-------- Entries shown --------
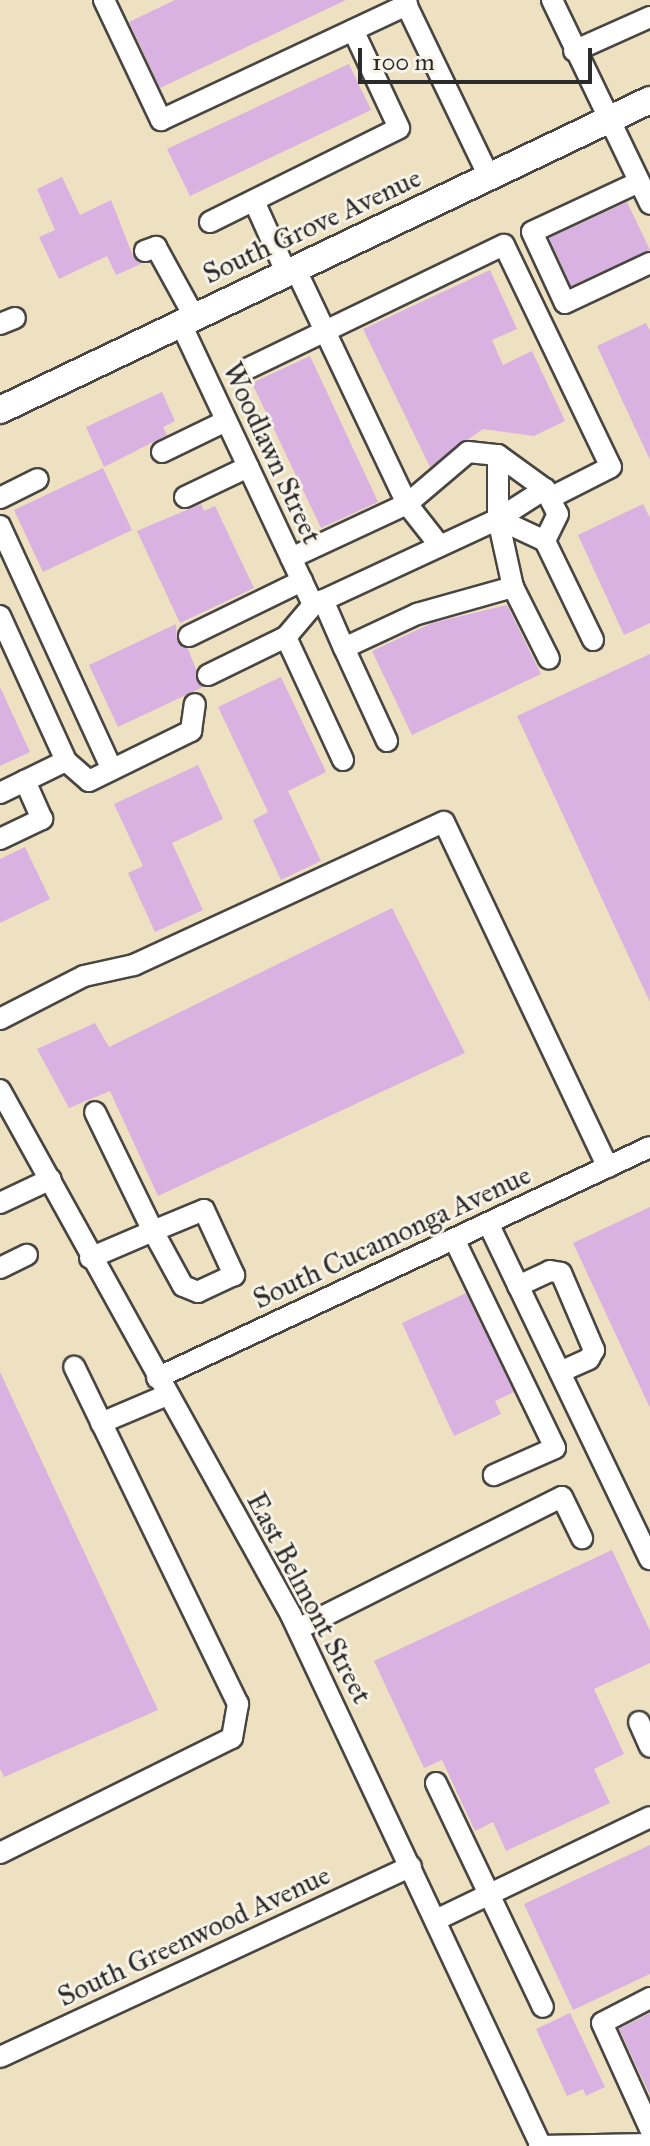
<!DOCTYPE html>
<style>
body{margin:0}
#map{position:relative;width:650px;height:2146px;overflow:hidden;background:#ede1c1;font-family:"IM FELL Great Primer",serif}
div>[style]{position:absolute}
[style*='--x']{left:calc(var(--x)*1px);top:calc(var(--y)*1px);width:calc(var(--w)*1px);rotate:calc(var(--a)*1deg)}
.building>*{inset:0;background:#d9b2e1}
.roads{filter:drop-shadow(2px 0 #484642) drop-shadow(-2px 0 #484642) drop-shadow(0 2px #484642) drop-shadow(0 -2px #484642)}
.minor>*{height:20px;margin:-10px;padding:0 10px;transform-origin:10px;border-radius:10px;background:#fff}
.major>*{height:26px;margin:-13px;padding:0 13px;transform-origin:13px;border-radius:13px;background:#fff}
span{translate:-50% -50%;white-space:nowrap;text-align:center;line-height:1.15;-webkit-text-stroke:6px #f7f3e8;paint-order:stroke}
.street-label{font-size:28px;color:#2b2b2b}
.scale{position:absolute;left:358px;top:48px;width:234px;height:36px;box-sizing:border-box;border:4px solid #2b2b2b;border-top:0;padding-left:10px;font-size:24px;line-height:28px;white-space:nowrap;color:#2b2b2b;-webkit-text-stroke:6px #f7f3e8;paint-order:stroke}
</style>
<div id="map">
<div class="building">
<i style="clip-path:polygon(175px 0,346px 0,160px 88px,129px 22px)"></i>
<i style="clip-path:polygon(349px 64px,371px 110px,190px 196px,167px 149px)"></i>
<i style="clip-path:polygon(62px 177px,80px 215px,111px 200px,133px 256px,141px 264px,116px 275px,107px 256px,59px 279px,39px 237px,55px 230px,37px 189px)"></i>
<i style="clip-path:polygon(627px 202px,650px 250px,571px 286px,549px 238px)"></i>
<i style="clip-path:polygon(490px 270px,517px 329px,492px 340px,503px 365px,532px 351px,565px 421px,534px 436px,483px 429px,430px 467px,363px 329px)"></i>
<i style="clip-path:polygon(646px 323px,650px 331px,650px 460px,597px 346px)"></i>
<i style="clip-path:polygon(310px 356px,378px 502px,321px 528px,252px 383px)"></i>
<i style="clip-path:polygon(162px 392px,175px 421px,163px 427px,167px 435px,104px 467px,86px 427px)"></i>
<i style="clip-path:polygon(103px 468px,132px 530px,43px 572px,14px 510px)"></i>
<i style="clip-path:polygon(201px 504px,204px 511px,215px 506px,254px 588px,180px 623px,137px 531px)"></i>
<i style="clip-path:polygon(643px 504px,650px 518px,650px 623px,624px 635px,578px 535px)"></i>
<i style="clip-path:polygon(507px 605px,541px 674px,412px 735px,372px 651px,432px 623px)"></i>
<i style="clip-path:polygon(176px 624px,177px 641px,188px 649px,203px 687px,118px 727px,89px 665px)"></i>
<i style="clip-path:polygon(650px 654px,650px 1002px,517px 716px)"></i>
<i style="clip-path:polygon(281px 677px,326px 772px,288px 791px,321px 861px,281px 880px,253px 820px,268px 812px,218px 707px)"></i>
<i style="clip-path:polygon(0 687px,30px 752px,0 766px)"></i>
<i style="clip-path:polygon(198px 765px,223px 819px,172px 843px,203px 910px,155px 932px,128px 873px,143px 866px,114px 804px)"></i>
<i style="clip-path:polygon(25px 847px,50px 899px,0 923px,0 859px)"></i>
<i style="clip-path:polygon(392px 908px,465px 1053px,158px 1196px,110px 1091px,69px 1108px,37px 1049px,95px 1023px,109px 1047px)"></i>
<i style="clip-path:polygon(650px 1207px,650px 1408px,573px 1243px)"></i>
<i style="clip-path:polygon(466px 1293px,514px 1392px,495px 1401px,501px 1414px,454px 1436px,402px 1323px)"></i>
<i style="clip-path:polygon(0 1372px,158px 1710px,4px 1777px,0 1769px)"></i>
<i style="clip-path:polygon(612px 1550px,650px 1631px,650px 1663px,594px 1689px,624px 1754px,594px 1769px,610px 1803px,506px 1851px,493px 1822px,475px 1831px,442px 1760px,424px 1768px,374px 1661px)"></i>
<i style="clip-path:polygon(650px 1845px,650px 1974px,573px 2010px,524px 1904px)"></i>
<i style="clip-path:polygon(570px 2013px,605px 2087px,586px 2096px,583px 2089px,567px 2096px,536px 2029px)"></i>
<i style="clip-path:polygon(650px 2013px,650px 2095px,619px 2029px)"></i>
</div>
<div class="roads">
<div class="minor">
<i style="--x:104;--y:0;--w:133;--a:64.6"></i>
<i style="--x:161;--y:120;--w:272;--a:-25.1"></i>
<i style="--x:404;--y:0;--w:196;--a:64.3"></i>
<i style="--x:552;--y:0;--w:226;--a:64.3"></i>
<i style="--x:574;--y:51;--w:83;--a:-24.1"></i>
<i style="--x:639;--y:182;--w:118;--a:155"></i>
<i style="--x:532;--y:232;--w:78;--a:65.1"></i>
<i style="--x:565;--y:303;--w:94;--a:-25.2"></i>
<i style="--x:254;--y:201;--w:80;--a:65.7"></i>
<i style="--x:210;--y:222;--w:211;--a:-26.4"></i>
<i style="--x:399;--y:128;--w:108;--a:-115.1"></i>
<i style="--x:145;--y:251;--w:12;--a:-20"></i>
<i style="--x:156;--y:247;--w:81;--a:61.2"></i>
<i style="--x:296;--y:270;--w:259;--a:64.6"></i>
<i style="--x:407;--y:504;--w:80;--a:-40.4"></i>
<i style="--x:468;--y:452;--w:30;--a:6"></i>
<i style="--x:498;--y:455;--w:58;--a:35.9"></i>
<i style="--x:545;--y:489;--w:28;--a:63"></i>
<i style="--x:558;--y:514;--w:30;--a:116"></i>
<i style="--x:0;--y:324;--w:16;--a:-22"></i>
<i style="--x:181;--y:324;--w:310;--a:64.8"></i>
<i style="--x:249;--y:368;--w:283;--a:-25.8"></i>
<i style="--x:504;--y:245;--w:246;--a:64.3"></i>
<i style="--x:611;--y:467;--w:68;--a:153.1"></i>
<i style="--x:162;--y:452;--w:71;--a:-25.8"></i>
<i style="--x:498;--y:455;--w:64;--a:90"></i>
<i style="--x:498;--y:519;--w:70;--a:77.6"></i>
<i style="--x:513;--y:587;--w:80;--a:63.4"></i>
<i style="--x:185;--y:497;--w:70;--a:-25.5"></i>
<i style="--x:0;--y:498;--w:42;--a:-26.6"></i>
<i style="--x:498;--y:519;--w:52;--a:25.1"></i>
<i style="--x:545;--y:541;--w:110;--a:64.1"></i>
<i style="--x:0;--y:526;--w:268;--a:65.3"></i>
<i style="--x:291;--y:558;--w:128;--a:-25"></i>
<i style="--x:407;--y:504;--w:53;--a:51.8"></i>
<i style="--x:323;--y:600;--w:52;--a:66.4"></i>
<i style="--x:0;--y:616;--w:159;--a:65.5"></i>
<i style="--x:189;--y:636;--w:126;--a:-26"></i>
<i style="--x:208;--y:675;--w:87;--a:-26"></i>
<i style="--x:387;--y:741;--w:102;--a:-114.8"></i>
<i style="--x:344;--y:648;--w:81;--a:-25"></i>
<i style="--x:417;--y:614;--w:100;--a:-15.7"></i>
<i style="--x:343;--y:760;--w:136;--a:-114.9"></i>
<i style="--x:286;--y:637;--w:42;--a:-49.8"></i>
<i style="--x:313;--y:605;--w:204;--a:-24.9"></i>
<i style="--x:498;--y:519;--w:56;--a:-32.6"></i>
<i style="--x:0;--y:793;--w:73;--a:-25.9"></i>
<i style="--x:66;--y:761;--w:30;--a:41"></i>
<i style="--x:89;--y:781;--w:114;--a:-26.1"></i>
<i style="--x:191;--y:731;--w:27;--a:-82"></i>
<i style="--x:0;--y:839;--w:47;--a:-25.5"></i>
<i style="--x:42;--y:819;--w:42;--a:-114.1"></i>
<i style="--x:0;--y:1019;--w:94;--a:-27.1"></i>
<i style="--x:84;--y:976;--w:51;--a:-12.4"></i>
<i style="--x:134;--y:965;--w:341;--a:-24.8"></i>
<i style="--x:444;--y:822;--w:382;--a:64.6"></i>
<i style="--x:0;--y:1090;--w:600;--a:61"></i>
<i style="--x:291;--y:1615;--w:587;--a:64.79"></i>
<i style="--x:0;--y:1203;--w:56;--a:-25.2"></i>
<i style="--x:488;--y:1223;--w:373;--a:64.3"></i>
<i style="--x:454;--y:1239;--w:232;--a:64.2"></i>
<i style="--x:555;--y:1448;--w:67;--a:156.1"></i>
<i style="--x:90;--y:1258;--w:69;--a:-23.2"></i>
<i style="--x:153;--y:1231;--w:55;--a:-22.4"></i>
<i style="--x:204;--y:1210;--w:72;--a:65.2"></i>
<i style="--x:234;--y:1275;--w:40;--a:155"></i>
<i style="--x:198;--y:1292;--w:16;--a:-158"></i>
<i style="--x:183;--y:1286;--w:63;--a:-118.6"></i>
<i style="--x:153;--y:1231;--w:132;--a:-116"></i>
<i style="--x:0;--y:1268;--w:30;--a:-26"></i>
<i style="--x:518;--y:1286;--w:35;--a:-25"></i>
<i style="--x:550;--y:1271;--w:11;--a:10"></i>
<i style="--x:561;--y:1273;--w:84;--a:66.8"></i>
<i style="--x:594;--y:1350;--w:10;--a:119"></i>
<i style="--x:589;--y:1359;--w:32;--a:156"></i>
<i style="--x:157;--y:1378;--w:544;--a:-25.11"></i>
<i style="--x:101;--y:1423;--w:72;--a:-23"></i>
<i style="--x:298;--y:1629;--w:295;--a:-26.6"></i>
<i style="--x:562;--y:1497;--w:46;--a:64"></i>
<i style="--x:639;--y:1722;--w:27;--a:66"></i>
<i style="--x:436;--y:1783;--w:248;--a:64.5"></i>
<i style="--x:0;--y:1853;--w:259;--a:-26.4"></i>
<i style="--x:232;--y:1738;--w:35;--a:-80"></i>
<i style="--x:238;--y:1704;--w:375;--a:-115.9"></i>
<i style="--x:436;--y:1920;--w:237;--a:-25.7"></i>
<i style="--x:650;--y:1998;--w:54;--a:152.5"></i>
<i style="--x:602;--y:2023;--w:116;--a:65.6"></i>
<i style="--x:0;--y:2057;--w:453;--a:-24.9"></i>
<i style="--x:539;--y:2146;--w:111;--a:-1"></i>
</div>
<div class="major">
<i style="--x:0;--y:410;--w:720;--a:-25.5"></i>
</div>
</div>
<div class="street-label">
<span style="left:312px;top:226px;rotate:-25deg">South Grove Avenue</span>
<span style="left:272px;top:453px;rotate:65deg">Woodlawn Street</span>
<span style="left:392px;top:1237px;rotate:-25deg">South Cucamonga Avenue</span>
<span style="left:309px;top:1598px;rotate:62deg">East Belmont Street</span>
<span style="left:194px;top:1936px;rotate:-25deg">South Greenwood Avenue</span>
</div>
<div class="scale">100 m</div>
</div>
--------
**What this task involves**: Leave the pictures out and reproduce exactly the lines from the top of the listing above through the line with "0 #484642) drop-shadow(-2px".

**Response for this exercise**:
<!DOCTYPE html>
<style>
body{margin:0}
#map{position:relative;width:650px;height:2146px;overflow:hidden;background:#ede1c1;font-family:"IM FELL Great Primer",serif}
div>[style]{position:absolute}
[style*='--x']{left:calc(var(--x)*1px);top:calc(var(--y)*1px);width:calc(var(--w)*1px);rotate:calc(var(--a)*1deg)}
.building>*{inset:0;background:#d9b2e1}
.roads{filter:drop-shadow(2px 0 #484642) drop-shadow(-2px 0 #484642) drop-shadow(0 2px #484642) drop-shadow(0 -2px #484642)}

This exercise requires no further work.